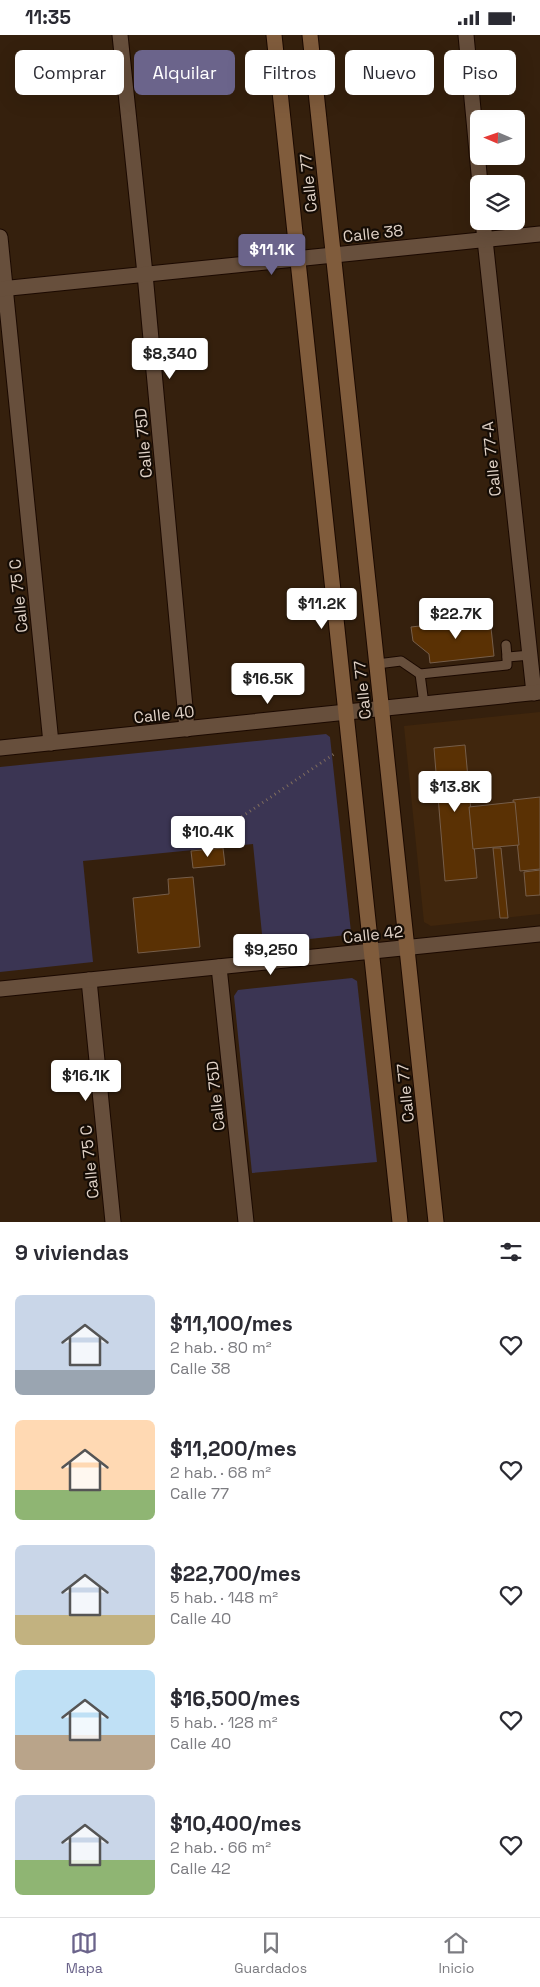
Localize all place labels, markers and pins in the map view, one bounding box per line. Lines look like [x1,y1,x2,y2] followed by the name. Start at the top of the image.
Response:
[231,233,313,276] pin: $11.1K
[129,337,211,380] pin: $8,340
[281,587,363,630] pin: $11.2K
[415,597,497,640] pin: $22.7K
[227,663,309,705] pin: $16.5K
[414,771,496,813] pin: $13.8K
[167,815,249,858] pin: $10.4K
[230,933,312,976] pin: $9,250
[45,1059,127,1102] pin: $16.1K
______________________________
◆ EXERCISE PROMPT: Pictures aside, every entry above must be repeated exactly.

◆ EXERCISE ANSWER:
Localize all place labels, markers and pins in the map view, one bounding box per line. Lines look like [x1,y1,x2,y2] followed by the name. Start at the top of the image.
Response:
[231,233,313,276] pin: $11.1K
[129,337,211,380] pin: $8,340
[281,587,363,630] pin: $11.2K
[415,597,497,640] pin: $22.7K
[227,663,309,705] pin: $16.5K
[414,771,496,813] pin: $13.8K
[167,815,249,858] pin: $10.4K
[230,933,312,976] pin: $9,250
[45,1059,127,1102] pin: $16.1K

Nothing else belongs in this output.